I don't know how the Kindle will change my reading habits.

I mentioned this briefly last week, but it needs its own post. My dear friend and former housemate Joseph upgraded to a Kindle 2 last month, and was kind enough to pass his first-generation Kindle on to me.

It's already changing my life for the better, but I'm still trying to figure out its long-term implications.

First of all, I don't think I'm a typical Kindle user. I read more than most people do, and buy only a fraction of the books I read; publishers and authors send me review copies, and I'm also a moderate-to-heavy library user. I work at home, so don't read on buses or subways, and don't carry books around with me except when I'm traveling. (I do, however, carry books when I travel; I brought 20 paperbacks to New York, and have -- um -- nine with me on this trip to Washington. In my defense, five of those were in a box I picked up at the post office as I left town.)

In many ways, however, the Kindle was designed for me. My apartment, as you might imagine, overflows with books, manuscripts, and screenplays (I really need to figure out a way to recycle them; when I get home, I'll probably ask to borrow someone's Hatch Hill permit). If I can get review copies on the Kindle, I will.

I'm already uploading electronic manuscripts to the Kindle, so I will no longer need to ask clients to send me paper copies. Previously, I read the paper copy while I marked up the electronic version; it was too hard for me to read extended text on a computer screen, but the Kindle screen feels like reading words on a page instead of a screen. Just because of that, my Kindle will save some trees.

Beyond that, however, I'm not sure I'll buy any fewer books because of the Kindle. I like having signed first editions of books that are important to me, and I like giving books as gifts. Unlike most people I know, I'm a re-reader, and I also like to be able to take a book off a shelf to find a reference or make a point. (The Kindle's search function makes this easy, but then you lose the serendipity of the search, which I believe in.)
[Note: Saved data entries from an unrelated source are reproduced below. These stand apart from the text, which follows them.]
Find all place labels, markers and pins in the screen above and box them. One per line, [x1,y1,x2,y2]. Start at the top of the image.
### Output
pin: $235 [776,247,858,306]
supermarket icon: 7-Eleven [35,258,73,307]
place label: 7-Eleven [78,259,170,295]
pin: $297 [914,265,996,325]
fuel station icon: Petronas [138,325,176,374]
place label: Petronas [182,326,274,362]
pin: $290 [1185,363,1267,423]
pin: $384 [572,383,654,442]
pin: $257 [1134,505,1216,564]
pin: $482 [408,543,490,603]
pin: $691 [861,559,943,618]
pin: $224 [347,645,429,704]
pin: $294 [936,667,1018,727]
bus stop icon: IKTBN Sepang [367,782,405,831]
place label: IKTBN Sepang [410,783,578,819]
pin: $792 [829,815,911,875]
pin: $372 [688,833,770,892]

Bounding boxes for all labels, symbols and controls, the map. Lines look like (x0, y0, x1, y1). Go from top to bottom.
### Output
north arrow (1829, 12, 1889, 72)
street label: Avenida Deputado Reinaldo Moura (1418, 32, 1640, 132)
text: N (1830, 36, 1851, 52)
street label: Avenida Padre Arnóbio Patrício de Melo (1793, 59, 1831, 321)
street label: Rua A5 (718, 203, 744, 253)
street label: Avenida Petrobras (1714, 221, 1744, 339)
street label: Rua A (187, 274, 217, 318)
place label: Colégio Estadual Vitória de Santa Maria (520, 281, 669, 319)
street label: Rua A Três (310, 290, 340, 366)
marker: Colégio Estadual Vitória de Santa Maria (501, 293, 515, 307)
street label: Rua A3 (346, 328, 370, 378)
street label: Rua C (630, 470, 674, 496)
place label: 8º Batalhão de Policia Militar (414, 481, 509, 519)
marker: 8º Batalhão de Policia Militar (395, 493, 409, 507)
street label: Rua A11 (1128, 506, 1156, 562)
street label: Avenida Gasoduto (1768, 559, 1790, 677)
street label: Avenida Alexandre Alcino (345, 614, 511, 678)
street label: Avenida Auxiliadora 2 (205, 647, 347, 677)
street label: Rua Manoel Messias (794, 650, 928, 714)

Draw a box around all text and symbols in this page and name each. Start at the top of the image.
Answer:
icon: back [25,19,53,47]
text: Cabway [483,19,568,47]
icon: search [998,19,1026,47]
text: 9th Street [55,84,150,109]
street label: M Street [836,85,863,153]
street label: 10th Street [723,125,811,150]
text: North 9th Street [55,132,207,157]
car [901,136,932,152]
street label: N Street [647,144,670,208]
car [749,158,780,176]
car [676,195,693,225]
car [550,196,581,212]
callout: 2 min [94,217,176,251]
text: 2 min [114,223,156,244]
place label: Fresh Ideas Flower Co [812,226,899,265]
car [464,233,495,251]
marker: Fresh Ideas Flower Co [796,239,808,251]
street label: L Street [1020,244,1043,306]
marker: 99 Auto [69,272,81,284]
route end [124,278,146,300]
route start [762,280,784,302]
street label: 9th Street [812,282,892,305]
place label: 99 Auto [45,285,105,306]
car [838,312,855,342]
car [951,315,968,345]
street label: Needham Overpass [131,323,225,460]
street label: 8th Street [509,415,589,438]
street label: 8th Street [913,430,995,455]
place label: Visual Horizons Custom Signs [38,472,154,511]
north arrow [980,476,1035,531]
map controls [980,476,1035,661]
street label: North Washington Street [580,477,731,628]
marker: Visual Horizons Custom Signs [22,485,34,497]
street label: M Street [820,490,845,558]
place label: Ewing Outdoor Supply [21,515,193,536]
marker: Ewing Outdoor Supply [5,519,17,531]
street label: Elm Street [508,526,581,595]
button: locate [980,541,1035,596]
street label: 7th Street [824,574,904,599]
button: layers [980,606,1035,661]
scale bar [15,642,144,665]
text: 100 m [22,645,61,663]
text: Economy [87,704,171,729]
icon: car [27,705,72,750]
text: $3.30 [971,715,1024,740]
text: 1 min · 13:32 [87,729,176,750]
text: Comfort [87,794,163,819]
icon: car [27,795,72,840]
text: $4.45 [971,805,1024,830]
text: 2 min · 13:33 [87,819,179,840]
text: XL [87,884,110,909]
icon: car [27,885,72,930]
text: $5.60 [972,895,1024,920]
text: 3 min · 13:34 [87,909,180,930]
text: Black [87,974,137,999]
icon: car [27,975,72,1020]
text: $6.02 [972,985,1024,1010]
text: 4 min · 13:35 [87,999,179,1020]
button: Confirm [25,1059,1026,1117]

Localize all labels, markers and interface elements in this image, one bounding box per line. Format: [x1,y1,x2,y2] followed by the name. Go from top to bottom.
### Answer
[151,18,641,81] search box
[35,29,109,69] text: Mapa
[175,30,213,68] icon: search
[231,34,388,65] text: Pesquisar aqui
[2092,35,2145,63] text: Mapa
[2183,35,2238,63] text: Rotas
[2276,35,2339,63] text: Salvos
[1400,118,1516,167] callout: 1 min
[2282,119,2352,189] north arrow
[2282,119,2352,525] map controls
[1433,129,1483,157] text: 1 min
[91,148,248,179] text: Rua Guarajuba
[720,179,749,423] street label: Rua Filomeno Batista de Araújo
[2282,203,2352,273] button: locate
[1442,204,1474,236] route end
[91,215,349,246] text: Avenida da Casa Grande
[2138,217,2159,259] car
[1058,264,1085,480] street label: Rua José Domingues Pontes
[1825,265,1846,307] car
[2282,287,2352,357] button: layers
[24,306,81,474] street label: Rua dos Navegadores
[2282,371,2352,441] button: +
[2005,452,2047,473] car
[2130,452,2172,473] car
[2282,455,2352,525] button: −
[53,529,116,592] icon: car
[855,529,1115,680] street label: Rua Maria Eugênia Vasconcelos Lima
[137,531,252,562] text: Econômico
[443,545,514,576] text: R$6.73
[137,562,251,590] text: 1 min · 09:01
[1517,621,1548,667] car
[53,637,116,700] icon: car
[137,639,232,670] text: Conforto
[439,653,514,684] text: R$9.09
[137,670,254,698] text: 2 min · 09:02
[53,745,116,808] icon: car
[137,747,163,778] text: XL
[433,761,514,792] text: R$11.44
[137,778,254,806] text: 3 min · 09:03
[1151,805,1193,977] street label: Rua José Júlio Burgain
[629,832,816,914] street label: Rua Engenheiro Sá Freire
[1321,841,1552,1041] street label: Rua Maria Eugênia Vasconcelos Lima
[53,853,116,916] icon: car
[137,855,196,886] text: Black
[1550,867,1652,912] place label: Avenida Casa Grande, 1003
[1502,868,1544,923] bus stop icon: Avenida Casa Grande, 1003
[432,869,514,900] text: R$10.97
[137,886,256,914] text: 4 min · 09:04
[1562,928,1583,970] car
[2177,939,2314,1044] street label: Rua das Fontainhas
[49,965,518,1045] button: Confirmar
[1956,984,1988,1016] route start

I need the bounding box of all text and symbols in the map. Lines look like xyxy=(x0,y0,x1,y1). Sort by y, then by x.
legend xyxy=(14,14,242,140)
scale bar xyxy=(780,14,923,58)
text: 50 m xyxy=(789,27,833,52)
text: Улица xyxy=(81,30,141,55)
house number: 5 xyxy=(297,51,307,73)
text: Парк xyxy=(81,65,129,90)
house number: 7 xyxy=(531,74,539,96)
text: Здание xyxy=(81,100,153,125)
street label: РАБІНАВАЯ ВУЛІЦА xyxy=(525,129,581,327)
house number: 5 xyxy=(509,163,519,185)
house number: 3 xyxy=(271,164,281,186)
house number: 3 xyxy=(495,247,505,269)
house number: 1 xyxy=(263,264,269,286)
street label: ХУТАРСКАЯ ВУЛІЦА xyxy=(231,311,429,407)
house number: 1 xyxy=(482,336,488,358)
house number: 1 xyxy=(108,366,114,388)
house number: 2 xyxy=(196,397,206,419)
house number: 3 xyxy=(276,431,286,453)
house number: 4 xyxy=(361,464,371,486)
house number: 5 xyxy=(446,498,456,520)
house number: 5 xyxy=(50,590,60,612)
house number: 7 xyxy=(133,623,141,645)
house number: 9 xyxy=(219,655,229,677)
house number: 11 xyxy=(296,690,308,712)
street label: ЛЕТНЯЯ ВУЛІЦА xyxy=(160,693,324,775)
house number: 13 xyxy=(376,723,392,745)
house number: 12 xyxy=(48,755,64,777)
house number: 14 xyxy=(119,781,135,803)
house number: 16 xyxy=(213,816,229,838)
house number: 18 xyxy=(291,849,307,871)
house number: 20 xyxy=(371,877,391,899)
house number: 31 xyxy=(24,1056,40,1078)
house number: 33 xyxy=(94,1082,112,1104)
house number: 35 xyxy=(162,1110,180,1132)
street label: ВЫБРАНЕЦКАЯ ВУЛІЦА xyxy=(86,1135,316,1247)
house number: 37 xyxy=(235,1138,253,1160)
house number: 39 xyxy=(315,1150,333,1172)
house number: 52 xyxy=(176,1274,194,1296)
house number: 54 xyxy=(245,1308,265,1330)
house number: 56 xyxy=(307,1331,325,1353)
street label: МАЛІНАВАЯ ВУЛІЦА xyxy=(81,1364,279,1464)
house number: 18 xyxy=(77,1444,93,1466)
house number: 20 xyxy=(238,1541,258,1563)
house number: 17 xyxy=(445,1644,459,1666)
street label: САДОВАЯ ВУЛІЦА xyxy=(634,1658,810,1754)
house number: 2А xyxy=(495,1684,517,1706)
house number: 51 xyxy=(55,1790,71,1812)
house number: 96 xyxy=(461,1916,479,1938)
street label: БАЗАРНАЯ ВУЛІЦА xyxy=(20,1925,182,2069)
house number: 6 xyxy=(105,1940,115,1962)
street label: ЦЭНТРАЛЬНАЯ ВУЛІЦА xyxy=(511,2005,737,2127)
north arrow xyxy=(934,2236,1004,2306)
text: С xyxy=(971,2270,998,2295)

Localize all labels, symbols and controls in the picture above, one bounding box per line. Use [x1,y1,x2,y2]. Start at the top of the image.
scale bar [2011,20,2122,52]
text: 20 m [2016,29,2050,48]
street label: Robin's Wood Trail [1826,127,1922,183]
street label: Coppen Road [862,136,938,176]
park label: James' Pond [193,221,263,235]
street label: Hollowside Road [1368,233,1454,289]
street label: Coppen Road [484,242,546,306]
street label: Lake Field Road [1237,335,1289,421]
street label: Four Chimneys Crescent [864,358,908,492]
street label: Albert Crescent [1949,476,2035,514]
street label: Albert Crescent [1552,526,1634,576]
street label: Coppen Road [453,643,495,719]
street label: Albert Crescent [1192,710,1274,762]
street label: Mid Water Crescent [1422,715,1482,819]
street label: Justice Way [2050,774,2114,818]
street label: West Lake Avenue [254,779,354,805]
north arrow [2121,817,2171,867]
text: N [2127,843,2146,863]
The immediate and major benefit of my Kindle is that I have a New Yorker subscription for the first time in about 15 years. I love the New Yorker, but couldn't keep up with it; because I took copies on trips and always thought I'd get to back issues eventually, I never threw them away. At least one of my moves in the mid-1990s may have been just to force myself to throw away my New Yorker stockpile. Now they all live on the Kindle, and I can read a single article without feeling guilty about wasting the rest of the magazine.

Anyone else have a Kindle yet? How has it changed your reading habits?

1 comment:

Larry said...

Take a look at Terry Gerritsen's blog of a few days ago. A publisher sent notification that they would no longer send printed galleys instead sending them electronically via a pdf file. Kindle technology fits that mold.